The Patriarch then spoke of the Status Quo: “As you know, for generations the sacred character of the Holy Land has been protected by the Status Quo, which is recognized by both religious and civil authorities and the international community as protecting and guaranteeing the rights and privileges of the Churches, especially with respect to the holy sites and to other religious activity. The provisions of the Status Quo have been upheld carefully by successive civil authorities in our region. Over the last several months, we have seen a new level of threat to the stability of our multi-ethnic, multi-cultural, multi-religious society in a number of attacks on religious communities – and especially on Christian communities.” He explained that “Most significant and worrying, however, are the underhanded actions of radical settler groups who in the majority of cases acquire property in Jerusalem’s Old City and elsewhere, utilizing illegitimate methods of coercion that lack proper authority.” He added: “It is the firm position of the Heads of the Churches in Jerusalem that the movement of these radical settler groups must be curbed and controlled and their intimidating tactics to exclude non-Jews from Jerusalem must be resisted to preserve the defining multi-faith tapestry of the Old City.”
The Patriarch also thanked and asked the continuous support of the WCC by saying: “We hope very much that our World Council of Churches will continue in its mission in the Middle East to secure the position of the Christian Community against the new threats to our existence and freedom. We are deeply thankful for all the support that the World Council of Churches has always shown to the Christian community for the Holy Land and the Middle East, and we look forward to being able to join forces with you in order to increase advocacy for the common benefit of all our peoples and in deepening the peaceful co-existence among Jews, Christians and Muslims.”
For this reason, the Executive Committee also discerned the way forward for the WCC’s involvement in Palestine and Israel by learning more about the particular situation in Jordan and the Middle East, then discussing the challenges of the churches and the WCC response. It approved the strategic plan for the period of 2018-2021 for the Ecumenical Accompaniment Programme in Palestine and Israel (EAPPI). The Executive Committee issued a statement expressing concern over the ways in which church institutions and properties in Jerusalem are threatened as a result of contracts of disputed legality, the efforts of radical settler groups, and policies of the government of Israel.
His Majesty King Abdullah received a WCC delegation to discuss the current situation in the Middle East. During the meeting, King Abdullah assured the delegation that Jordan, under the Hashemite custodianship of Jerusalem’s Islamic and Christian holy sites, will continue efforts to preserve the city’s holy shrines and defend the property of its churches at all international forums. King Abdullah reiterated that Arab Christians are an integral part of the region and a key element of its identity, affirming that the protection of rights is the duty of all.

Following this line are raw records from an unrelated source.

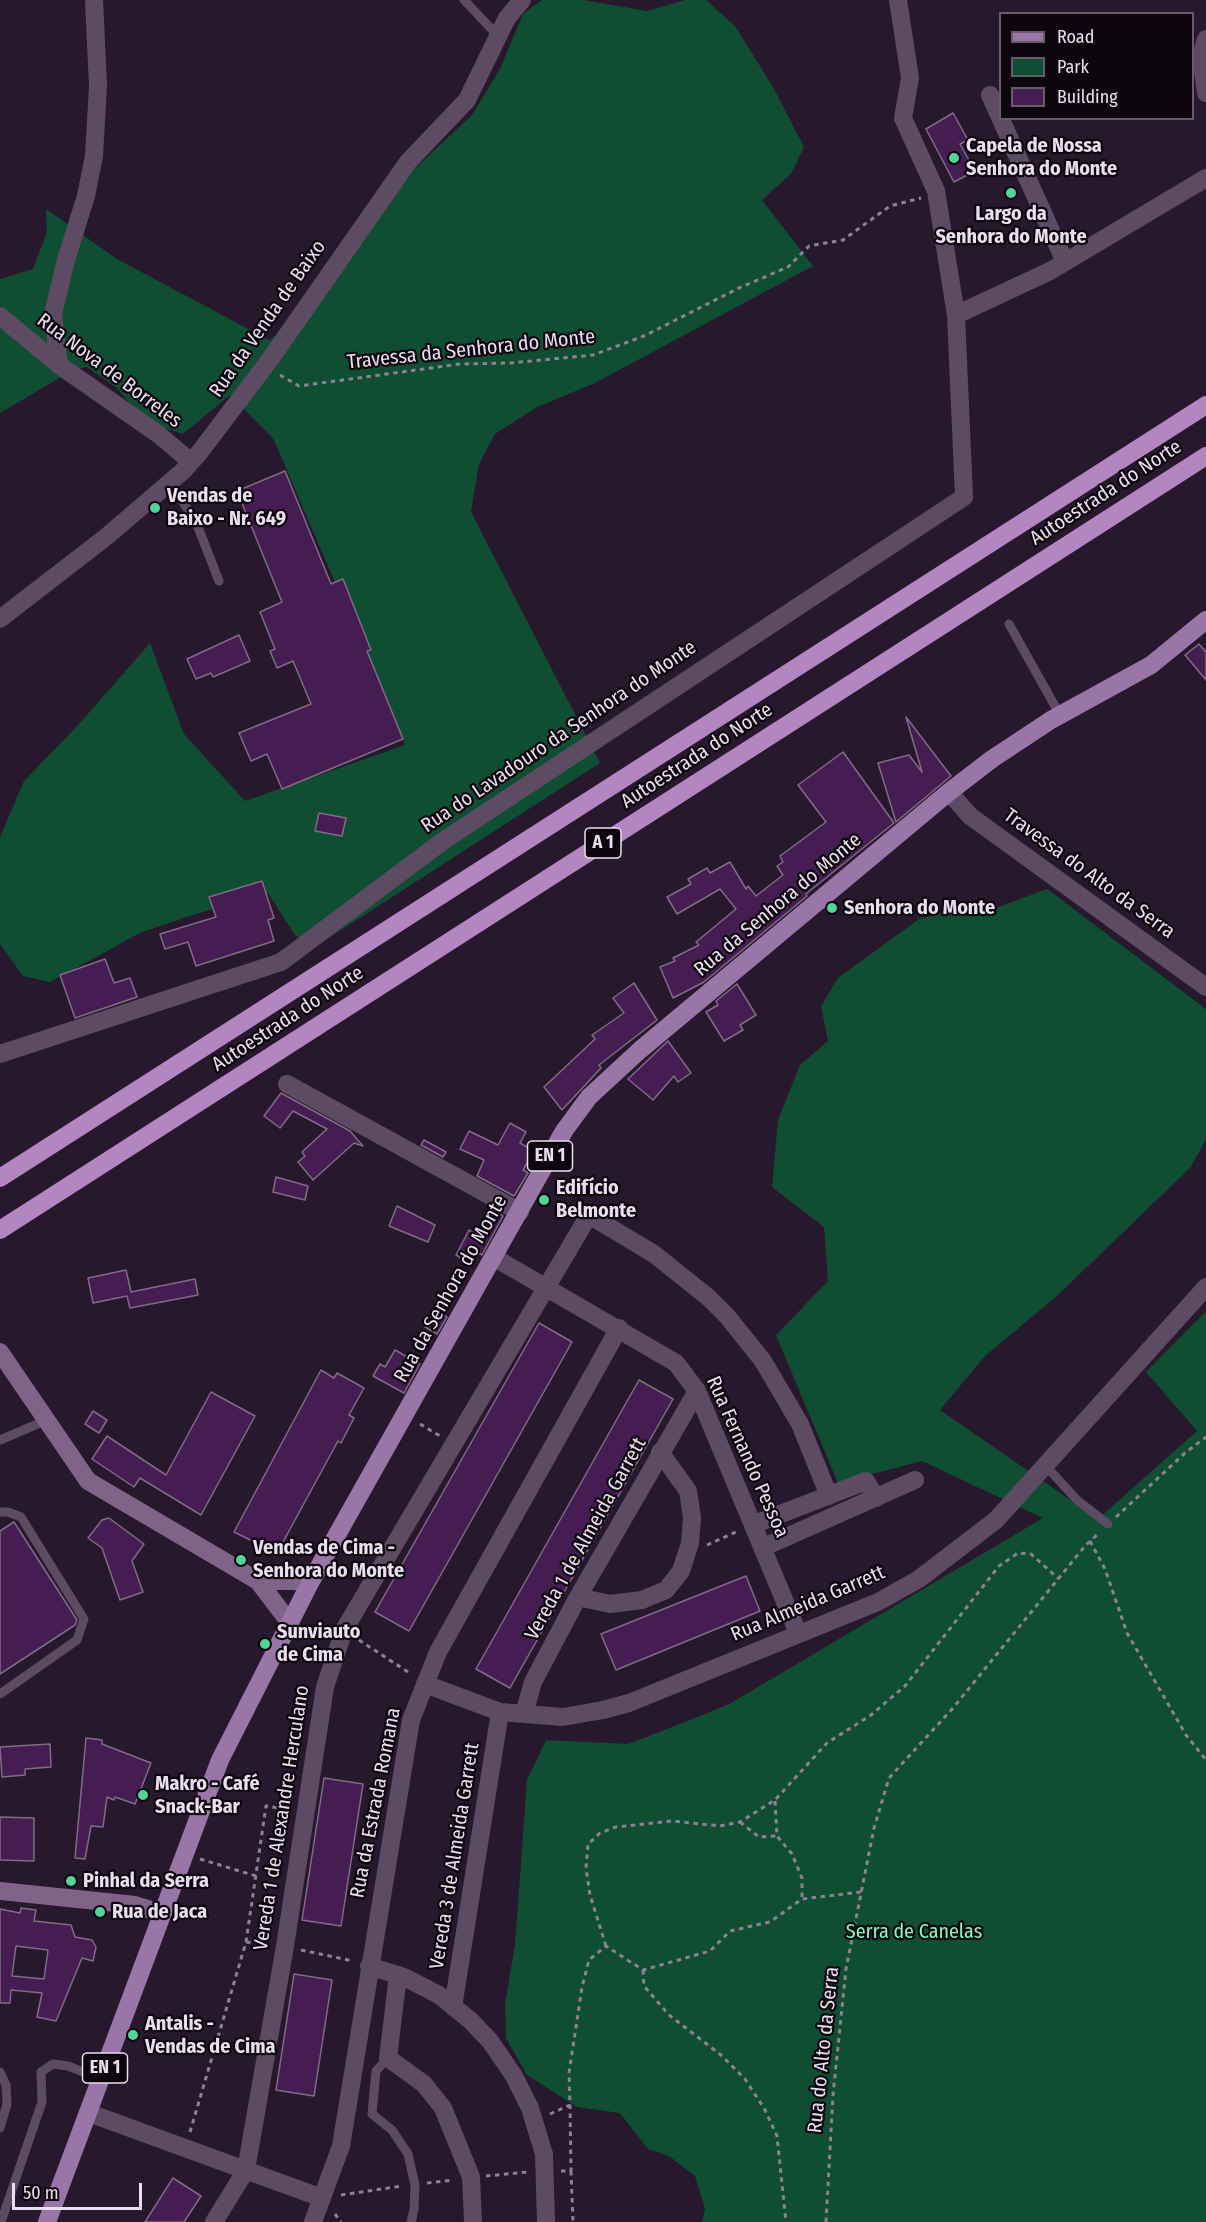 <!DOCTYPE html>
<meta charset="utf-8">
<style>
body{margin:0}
#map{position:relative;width:1206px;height:2222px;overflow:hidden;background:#28182d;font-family:"Fira Sans Condensed",sans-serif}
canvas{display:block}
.legend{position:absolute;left:999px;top:12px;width:195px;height:108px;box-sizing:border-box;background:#0d060f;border:2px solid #655d68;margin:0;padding:8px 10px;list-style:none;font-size:18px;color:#eadfee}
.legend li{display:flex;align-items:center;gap:12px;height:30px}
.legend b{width:30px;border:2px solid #655d68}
.scale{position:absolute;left:12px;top:2183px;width:130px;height:27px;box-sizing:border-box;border:3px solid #eadfee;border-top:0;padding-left:8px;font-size:18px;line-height:21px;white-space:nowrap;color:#eadfee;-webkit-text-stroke:4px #0d060f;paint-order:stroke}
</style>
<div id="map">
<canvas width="1206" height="2222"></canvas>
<ul class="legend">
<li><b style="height:8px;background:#9a75a7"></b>Road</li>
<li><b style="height:16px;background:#104e33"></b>Park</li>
<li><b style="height:16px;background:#451d52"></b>Building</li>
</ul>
<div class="scale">50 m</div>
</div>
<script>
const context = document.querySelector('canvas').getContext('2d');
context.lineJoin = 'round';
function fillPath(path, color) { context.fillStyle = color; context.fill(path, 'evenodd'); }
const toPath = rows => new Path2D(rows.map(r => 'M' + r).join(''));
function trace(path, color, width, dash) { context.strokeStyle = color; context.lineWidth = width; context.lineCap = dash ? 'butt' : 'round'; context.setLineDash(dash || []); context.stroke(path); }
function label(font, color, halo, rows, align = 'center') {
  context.font = font + ' "Fira Sans Condensed",sans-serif'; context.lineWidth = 4.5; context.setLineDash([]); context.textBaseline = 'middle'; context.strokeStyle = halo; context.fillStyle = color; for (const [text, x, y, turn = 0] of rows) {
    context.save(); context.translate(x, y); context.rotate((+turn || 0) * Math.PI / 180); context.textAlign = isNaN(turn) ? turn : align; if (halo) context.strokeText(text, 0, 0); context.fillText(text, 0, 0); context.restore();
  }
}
const green = toPath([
 [542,0,583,0,647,11,685,0,706,0,735,26,773,87,804,147,791,174,762,200,813,266,595,383,537,407,495,434,479,464,471,512,600,763,313,948,295,935,268,893,189,916,140,933,50,982,23,976,0,944,0,837,24,781,80,723,150,643,184,734,245,801,405,745,273,438,230,395,183,434,145,422,117,388,87,367,73,370,0,413,0,279,33,269,47,232,46,209,117,259,269,340,318,305,339,270,364,241,408,175,472,115,500,69,523,14],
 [1047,889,1206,1009,1206,1139,1190,1168,1058,1295,984,1357,940,1410,1098,1519,1197,1431,1146,1372,1206,1311,1206,2222,702,2222,705,2209,695,2176,669,2156,648,2149,620,2113,577,2107,527,2075,506,2038,505,2004,515,1945,527,1780,546,1740,628,1744,703,1715,731,1703,1043,1518,922,1461,838,1483,776,1335,828,1281,824,1227,772,1187,778,1120,800,1065,828,1041,821,1006,838,978,919,919,957,910,991,910]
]);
const building = toPath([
 [953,113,968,140,960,144,975,171,954,182,926,129,953,113],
 [285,471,331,584,343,579,371,650,367,651,403,739,282,789,267,754,251,761,239,733,311,704,293,661,277,668,270,651,275,649,260,612,282,602,237,491,285,471],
 [239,635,250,661,213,677,211,673,196,679,187,659,239,635],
 [1199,644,1206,652,1206,680,1185,655,1199,644],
 [906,717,951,776,896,822,878,763,909,755,922,772,906,717],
 [843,752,894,823,806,894,807,896,704,982,673,998,660,967,675,961,673,958,699,945,696,942,736,909,720,889,677,914,667,897,691,884,688,879,707,868,710,873,730,862,746,889,748,886,756,896,783,875,777,866,783,862,780,856,826,822,798,785,843,752],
 [319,813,346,818,342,836,315,831,319,813],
 [262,881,274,918,268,920,274,941,196,966,188,942,165,949,160,934,216,917,209,897,262,881],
 [105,959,114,983,130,978,137,997,75,1018,60,975,105,959],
 [634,983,657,1020,599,1065,601,1068,562,1110,544,1087,595,1039,592,1035,624,1013,613,998,634,983],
 [737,984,756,1015,740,1025,743,1030,724,1041,706,1012,718,1005,716,1001,737,984],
 [668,1041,691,1073,678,1082,674,1076,653,1100,628,1079,668,1041],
 [281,1093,350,1131,363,1146,354,1143,313,1180,298,1162,305,1156,302,1152,327,1129,293,1111,280,1128,264,1116,281,1093],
 [510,1123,526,1132,520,1143,534,1151,523,1170,528,1173,514,1196,477,1176,484,1160,460,1149,469,1131,498,1145,510,1123],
 [424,1140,446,1152,443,1157,421,1145,424,1140],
 [276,1177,308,1186,305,1200,273,1192,276,1177],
 [397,1206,435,1225,428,1242,389,1226,397,1206],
 [491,1209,503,1216,482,1255,474,1250,468,1262,456,1255,469,1230,477,1235,491,1209],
 [126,1270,131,1292,195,1279,198,1295,130,1308,127,1296,93,1303,88,1278,126,1270],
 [434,1310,447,1317,437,1334,425,1327,434,1310],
 [539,1323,572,1342,409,1631,375,1612,539,1323],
 [395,1350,420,1364,404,1393,373,1376,380,1364,385,1367,395,1350],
 [321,1370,334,1378,337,1373,364,1388,349,1415,354,1418,341,1443,338,1441,277,1553,234,1532,321,1370],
 [639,1380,673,1399,510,1688,476,1669,639,1380],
 [211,1392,255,1416,201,1515,140,1478,134,1487,92,1459,107,1436,166,1475,211,1392],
 [93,1411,107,1420,99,1433,85,1424,93,1411],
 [109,1518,144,1544,132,1561,143,1592,120,1600,102,1548,88,1538,102,1520,109,1518],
 [14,1522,77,1620,75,1625,0,1674,0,1531,14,1522],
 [746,1576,760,1611,616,1670,601,1634,746,1576],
 [86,1738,102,1740,102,1744,151,1763,135,1804,115,1797,114,1800,107,1797,103,1827,91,1826,85,1859,75,1858,86,1738],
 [50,1744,51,1767,25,1769,25,1775,2,1777,0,1747,50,1744],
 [324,1778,363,1784,341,1926,302,1920,324,1778],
 [0,1817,34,1818,34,1861,0,1860,0,1817],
 [21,1908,36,1910,34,1921,71,1925,75,1937,92,1940,96,1947,93,1961,82,1958,56,2021,37,2017,42,1993,11,1990,10,2003,0,2003,0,1909,20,1913,21,1908],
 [16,1946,48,1950,44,1979,12,1976,16,1946],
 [294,1974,332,1980,314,2096,276,2090,294,1974],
 [173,2178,201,2196,184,2222,145,2222,173,2178]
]);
const path = toPath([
 [280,375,299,386,460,364,511,363,593,355,644,336,739,288,788,267,809,246,843,240,890,206,921,198],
 [420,1424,440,1436],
 [1116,1517,1185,1453,1206,1437],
 [1090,1541,1105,1569,1127,1633,1186,1735,1206,1760],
 [707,1545,736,1532],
 [359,1640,411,1674],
 [775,1801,777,1836,792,1854,802,1878,802,1899],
 [740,1822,759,1837,777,1836],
 [200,1859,256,1876],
 [246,1942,268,1944],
 [606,1946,590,1895,586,1868,588,1844,600,1833,616,1827,672,1821,720,1826,740,1822,775,1800,827,1743,871,1715,905,1686,999,1566,1018,1553,1031,1554,1059,1579],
 [301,1950,353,1961],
 [643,1970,644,1986,669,2015,721,2055,745,2079,764,2108,777,2136,786,2222],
 [550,2114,570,2105,569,2073,582,1987,589,1960,606,1946,643,1970,710,1951,730,1931,770,1922,802,1899,861,1892],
 [190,2132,246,1942,266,1806,290,1810],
 [561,2171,571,2171,570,2105],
 [571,2171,573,2222],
 [486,2176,528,2172],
 [427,2183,453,2180],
 [341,2195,402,2186],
 [335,2214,341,2222],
 [826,2222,833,2095,846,1969,874,1828,889,1778,953,1708,1085,1546,1099,1533]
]);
const lane = toPath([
 [464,0,499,37],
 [170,482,196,522,219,581],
 [1009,624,1060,715],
 [0,1440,47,1420],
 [1045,1465,1077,1500,1108,1524],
 [0,1512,8,1512,21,1517,84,1619,77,1640,0,1694],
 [388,2058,376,2071,372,2114,392,2130,408,2154,415,2185,414,2210,411,2222],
 [0,2072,6,2085,7,2104,0,2128],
 [1,2222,42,2102,41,2072,53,2064,68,2066,101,2079]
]);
const street = toPath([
 [1206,39,1201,56,1206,93],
 [990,95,1065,262],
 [956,315,1050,271,1206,178],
 [0,316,59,365,158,434,191,462],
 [59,365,53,314,66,260,86,196,94,156,98,86,94,0],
 [0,619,106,537,183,471,199,453,271,358,408,162,467,100,507,18,522,0],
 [949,792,970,816,1206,987],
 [0,1054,281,962,443,841,964,497,956,315,936,191,903,118,910,78,898,0],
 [287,1084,520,1212],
 [495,1258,676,1363,697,1391,798,1633],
 [755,1524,866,1481,876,1498],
 [764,1547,915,1480],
 [578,1597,610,1604,642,1600,666,1590,681,1571,690,1543,692,1517,688,1491,660,1452],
 [425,1684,500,1712,563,1717,603,1710,629,1703,878,1602,919,1579,996,1520,1206,1287],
 [524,1714,533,1682,578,1597,697,1391],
 [369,1966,404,1977,439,1995,470,2020,490,2041,514,2076,530,2108,544,2154,546,2222],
 [398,1975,388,2058,424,2084,443,2108,471,2177,473,2222],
 [453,2007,500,1712],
 [89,2113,322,2198],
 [214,2222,246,2170,285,1946,325,1687,344,1630,589,1215,654,1254,709,1298,727,1316,763,1361,800,1424,829,1496],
 [313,2222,341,2146,411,1720,438,1652,619,1328]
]);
const secondary = toPath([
 [0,1352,88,1481,258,1581,290,1623],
 [258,1581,311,1581],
 [0,1891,135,1905,161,1913]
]);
const primary = toPath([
 [47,2222,220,1760,311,1581,564,1131,589,1097,640,1050,949,792,992,759,1051,720,1151,665,1206,620]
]);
const highway = toPath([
 [0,1178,1206,405],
 [0,1230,1206,456]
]);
const markers = [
 [954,158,6,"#52d397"],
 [1011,193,6,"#52d397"],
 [155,508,6,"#52d397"],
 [832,908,6,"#52d397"],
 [544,1200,6,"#52d397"],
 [241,1560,6,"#52d397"],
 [265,1644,6,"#52d397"],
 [143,1795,6,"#52d397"],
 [71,1881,6,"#52d397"],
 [100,1912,6,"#52d397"],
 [133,2035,6,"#52d397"]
];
const shields = [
 [603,843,36],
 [550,1156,45],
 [105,2068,45]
];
const shieldNames = [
 ["A 1",603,843],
 ["EN 1",550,1156],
 ["EN 1",105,2068]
];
const poiNames = [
 ["Capela de Nossa",966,146],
 ["Senhora do Monte",966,169],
 ["Largo da",1011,214,"center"],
 ["Senhora do Monte",1011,237,"center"],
 ["Vendas de",167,496],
 ["Baixo - Nr. 649",167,519],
 ["Senhora do Monte",844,908],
 ["Edifício",556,1188],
 ["Belmonte",556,1211],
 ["Vendas de Cima -",253,1548],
 ["Senhora do Monte",253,1571],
 ["Sunviauto",277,1632],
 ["de Cima",277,1655],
 ["Makro - Café",155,1784],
 ["Snack-Bar",155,1807],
 ["Pinhal da Serra",83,1881],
 ["Rua de Jaca",112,1912],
 ["Antalis -",145,2024],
 ["Vendas de Cima",145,2047]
];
const streetNames = [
 ["Rua da Venda de Baixo",268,319,-55],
 ["Travessa da Senhora do Monte",471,350,-6],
 ["Rua Nova de Borreles",109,371,37],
 ["Autoestrada do Norte",1106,493,-33],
 ["Rua do Lavadouro da Senhora do Monte",559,737,-34],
 ["Autoestrada do Norte",697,756,-33],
 ["Travessa do Alto da Serra",1089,874,36],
 ["Rua da Senhora do Monte",778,905,-40],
 ["Autoestrada do Norte",288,1019,-33],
 ["Rua da Senhora do Monte",451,1289,-61],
 ["Rua Fernando Pessoa",747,1457,66],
 ["Vereda 1 de Almeida Garrett",586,1539,-61],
 ["Rua Almeida Garrett",808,1604,-23],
 ["Rua da Estrada Romana",376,1803,-79],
 ["Vereda 1 de Alexandre Herculano",282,1818,-81],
 ["Vereda 3 de Almeida Garrett",455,1856,-81],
 ["Rua do Alto da Serra",824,2050,-84]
];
const parkNames = [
 ["Serra de Canelas",914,1932]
];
fillPath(green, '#104e33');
fillPath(building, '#451d52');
trace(building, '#7f6c86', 1.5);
trace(path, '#8f8193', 3, [4.5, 4.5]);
trace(lane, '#5d4b63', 9);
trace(street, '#5d4b63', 18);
trace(secondary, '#7f6389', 18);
trace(primary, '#9a75a7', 18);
trace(highway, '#b386c2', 18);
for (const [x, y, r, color] of markers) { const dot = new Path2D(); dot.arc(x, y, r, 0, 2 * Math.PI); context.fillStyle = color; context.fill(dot); trace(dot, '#0d060f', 2); }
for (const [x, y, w] of shields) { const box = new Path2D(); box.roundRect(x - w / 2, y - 15, w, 30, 4.5); context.fillStyle = '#0d060f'; context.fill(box); trace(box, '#eadfee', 1.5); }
label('bold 18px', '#eadfee', null, shieldNames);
label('bold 20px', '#eadfee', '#0d060f', poiNames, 'left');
label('20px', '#eadfee', '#0d060f', streetNames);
label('20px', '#8af7bf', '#0d060f', parkNames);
</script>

King Abdullah also underlined efforts Jordan continues to exert to disseminate the values of tolerance and moderation and to build bridges of dialogue and understanding among the followers of different religions.
WCC general secretary Rev. Dr Olav Fykse Tveit, in his report, emphasized a quest for unity within the WCC’s work, particularly as it relates to justice and peace across the world: “As we prepare for the 70th anniversary we are in a modus of thanksgiving and proving how this body is alive, moving and taking new initiatives for the sake of the unity of Christians and the churches in the world.” Unity is a key issue for the pilgrimage of justice and peace in Africa and for the preparations of the Conference on World Mission and Evangelism in Tanzania next year, continued Tveit. “The call to unity for the nations is much stronger when the churches also find their own credible expressions of unity,” he said.